Of course, Winslow says, there are many racist and corrupt cops. But, the real problem stems from the top down, the law-and-order politicians who throw money at precincts to hire more police without accounting for proper training, resulting in ill-trained cadets wielding guns and immense power in neighborhoods that have become dumping grounds for society's ills, the casualties from the social-welfare programs – from drug to domestic abuse to mental health care – those same politicians have gutted. Add a mandate to respect people's privacy while ensuring their total safety, and, Winslow says, police can sometimes face a conflicting set of demands, all of these problems bubbling over into the streets. "Most of the cops I know are basically good honest people," he says. "But we have unrealistic expectations for them and it's affecting them. I mean, one thing I really learned is there is as much or more PTSD among police and first responders than there is in the military. One of the leading causes of death among police is suicide – more cops kill themselves than people kill cops."

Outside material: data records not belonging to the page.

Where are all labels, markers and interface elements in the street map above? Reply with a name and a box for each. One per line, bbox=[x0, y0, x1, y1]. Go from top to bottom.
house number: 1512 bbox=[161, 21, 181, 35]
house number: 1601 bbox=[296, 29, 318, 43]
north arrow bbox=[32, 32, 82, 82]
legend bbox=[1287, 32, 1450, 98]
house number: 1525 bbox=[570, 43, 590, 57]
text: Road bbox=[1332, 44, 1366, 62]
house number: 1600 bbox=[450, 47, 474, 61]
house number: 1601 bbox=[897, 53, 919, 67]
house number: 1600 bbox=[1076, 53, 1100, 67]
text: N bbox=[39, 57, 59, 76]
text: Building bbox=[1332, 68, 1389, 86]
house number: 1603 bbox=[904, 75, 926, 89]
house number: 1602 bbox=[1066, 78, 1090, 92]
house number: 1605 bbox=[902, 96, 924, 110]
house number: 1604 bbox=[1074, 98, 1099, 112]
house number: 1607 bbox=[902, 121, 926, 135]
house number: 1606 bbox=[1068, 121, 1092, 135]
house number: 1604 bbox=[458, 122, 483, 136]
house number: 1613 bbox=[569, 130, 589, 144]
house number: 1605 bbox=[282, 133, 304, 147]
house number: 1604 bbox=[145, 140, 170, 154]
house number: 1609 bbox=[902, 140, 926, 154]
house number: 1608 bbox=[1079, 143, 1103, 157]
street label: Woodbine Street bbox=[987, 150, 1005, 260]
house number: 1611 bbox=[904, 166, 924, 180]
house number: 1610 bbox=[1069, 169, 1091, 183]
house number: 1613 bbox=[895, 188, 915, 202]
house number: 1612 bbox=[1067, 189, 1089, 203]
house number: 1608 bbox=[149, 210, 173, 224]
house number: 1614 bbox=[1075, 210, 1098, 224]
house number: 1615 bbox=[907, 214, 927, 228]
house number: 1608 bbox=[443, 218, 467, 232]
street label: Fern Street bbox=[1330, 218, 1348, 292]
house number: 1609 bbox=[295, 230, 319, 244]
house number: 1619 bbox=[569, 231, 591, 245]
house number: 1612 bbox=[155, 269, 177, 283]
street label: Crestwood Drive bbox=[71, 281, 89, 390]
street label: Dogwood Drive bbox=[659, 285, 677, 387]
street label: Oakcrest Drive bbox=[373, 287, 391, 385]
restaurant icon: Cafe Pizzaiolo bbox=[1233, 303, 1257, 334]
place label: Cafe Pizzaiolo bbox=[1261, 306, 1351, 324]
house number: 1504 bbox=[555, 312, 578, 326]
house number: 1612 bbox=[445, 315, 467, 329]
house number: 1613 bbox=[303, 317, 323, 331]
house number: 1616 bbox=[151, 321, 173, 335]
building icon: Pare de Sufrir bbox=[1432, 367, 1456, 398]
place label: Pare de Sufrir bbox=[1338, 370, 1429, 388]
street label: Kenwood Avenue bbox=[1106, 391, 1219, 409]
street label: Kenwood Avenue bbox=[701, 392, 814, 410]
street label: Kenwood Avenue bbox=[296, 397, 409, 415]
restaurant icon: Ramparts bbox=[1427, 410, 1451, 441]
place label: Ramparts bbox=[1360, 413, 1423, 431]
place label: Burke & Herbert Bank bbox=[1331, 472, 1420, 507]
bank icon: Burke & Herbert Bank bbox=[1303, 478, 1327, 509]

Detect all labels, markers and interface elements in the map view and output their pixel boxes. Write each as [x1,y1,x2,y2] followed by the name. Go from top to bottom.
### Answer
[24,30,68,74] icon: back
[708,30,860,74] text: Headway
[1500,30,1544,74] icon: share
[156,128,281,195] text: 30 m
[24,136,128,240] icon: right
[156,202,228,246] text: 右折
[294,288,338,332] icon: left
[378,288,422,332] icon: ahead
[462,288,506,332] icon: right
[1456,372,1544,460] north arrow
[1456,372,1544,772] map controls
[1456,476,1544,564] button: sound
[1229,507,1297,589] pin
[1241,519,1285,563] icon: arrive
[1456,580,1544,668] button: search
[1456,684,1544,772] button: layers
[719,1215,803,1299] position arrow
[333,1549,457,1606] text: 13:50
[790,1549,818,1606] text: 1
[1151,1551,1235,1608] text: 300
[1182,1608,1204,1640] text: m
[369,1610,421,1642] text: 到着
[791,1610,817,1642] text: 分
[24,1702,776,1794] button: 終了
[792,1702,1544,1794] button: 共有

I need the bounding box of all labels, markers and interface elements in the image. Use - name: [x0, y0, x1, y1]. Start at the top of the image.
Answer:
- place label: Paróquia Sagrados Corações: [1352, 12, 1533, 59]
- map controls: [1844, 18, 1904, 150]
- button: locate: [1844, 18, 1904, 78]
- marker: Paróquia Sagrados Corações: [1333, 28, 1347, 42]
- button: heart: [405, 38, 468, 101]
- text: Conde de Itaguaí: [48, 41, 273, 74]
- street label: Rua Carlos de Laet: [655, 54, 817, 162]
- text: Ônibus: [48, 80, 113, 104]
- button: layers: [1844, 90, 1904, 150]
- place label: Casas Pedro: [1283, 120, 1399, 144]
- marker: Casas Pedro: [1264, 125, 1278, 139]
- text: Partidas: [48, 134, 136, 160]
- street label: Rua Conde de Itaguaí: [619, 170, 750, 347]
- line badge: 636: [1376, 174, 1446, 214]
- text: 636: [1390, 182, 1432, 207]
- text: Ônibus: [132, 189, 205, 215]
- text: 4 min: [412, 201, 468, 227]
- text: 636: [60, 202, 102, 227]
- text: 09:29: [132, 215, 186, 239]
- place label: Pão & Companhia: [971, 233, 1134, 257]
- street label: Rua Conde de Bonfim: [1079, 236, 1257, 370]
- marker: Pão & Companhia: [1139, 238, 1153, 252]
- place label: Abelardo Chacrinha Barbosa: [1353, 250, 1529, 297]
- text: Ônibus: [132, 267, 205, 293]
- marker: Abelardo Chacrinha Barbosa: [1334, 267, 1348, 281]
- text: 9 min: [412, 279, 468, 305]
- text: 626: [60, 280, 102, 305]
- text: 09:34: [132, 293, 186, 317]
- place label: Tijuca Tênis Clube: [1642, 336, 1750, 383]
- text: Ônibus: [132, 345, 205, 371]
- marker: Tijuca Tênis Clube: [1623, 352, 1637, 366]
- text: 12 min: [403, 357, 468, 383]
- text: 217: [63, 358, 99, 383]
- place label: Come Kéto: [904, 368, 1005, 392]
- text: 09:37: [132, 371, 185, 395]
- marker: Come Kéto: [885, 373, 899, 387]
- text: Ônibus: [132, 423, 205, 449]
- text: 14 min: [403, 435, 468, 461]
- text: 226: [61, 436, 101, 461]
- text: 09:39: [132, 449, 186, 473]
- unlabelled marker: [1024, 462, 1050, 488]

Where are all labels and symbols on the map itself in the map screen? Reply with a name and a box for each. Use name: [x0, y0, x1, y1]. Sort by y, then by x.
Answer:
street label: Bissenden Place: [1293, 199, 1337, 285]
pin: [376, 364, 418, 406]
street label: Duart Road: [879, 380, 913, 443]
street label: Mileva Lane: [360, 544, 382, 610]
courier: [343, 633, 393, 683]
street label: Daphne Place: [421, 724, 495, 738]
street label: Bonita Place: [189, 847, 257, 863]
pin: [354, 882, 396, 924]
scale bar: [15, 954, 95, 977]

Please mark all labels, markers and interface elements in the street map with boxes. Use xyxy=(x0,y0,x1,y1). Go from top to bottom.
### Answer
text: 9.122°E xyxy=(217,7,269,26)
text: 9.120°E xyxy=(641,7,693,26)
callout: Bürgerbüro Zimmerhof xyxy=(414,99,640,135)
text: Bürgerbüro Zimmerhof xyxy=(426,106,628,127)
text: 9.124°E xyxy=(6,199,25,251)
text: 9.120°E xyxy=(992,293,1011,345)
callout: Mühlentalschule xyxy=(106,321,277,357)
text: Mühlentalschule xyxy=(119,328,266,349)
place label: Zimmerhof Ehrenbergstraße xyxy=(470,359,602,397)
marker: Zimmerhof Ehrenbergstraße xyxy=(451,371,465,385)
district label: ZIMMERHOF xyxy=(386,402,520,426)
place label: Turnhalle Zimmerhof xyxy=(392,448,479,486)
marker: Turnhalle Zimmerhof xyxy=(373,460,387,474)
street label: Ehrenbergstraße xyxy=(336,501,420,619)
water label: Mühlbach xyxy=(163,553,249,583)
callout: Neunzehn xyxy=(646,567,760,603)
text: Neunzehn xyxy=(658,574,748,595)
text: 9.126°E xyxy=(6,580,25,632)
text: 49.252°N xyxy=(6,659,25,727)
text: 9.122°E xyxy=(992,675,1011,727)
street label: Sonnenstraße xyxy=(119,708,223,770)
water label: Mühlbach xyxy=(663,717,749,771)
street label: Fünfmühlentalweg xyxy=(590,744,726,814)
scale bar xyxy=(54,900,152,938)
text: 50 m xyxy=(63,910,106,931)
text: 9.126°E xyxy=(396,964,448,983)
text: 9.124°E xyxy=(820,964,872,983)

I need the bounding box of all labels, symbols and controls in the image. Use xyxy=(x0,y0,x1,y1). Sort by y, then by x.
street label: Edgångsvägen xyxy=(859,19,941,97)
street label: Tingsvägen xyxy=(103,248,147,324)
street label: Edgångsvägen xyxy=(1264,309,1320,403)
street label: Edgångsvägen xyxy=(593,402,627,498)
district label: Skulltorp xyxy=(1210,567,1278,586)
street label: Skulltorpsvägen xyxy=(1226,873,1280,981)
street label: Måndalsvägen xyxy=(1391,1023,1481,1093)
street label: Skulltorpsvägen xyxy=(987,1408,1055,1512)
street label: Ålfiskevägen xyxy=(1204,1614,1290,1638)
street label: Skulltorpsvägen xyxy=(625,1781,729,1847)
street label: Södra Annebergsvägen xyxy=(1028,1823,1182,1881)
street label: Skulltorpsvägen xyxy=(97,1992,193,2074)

Winslow pauses. "At the end of the day, it's about money," he says. "The mayor wants to get reelected. The zoning commission wants their jobs. And a judgeship costs somebody, either politically or with cash under the table. They all have to keep certain neighborhoods clean. So the instant answer is to put more cops on the street and expect them to do everything and then condemn them when they don't." He lets out a breath. "It's not just a few rotten apples – the whole basket's rotten."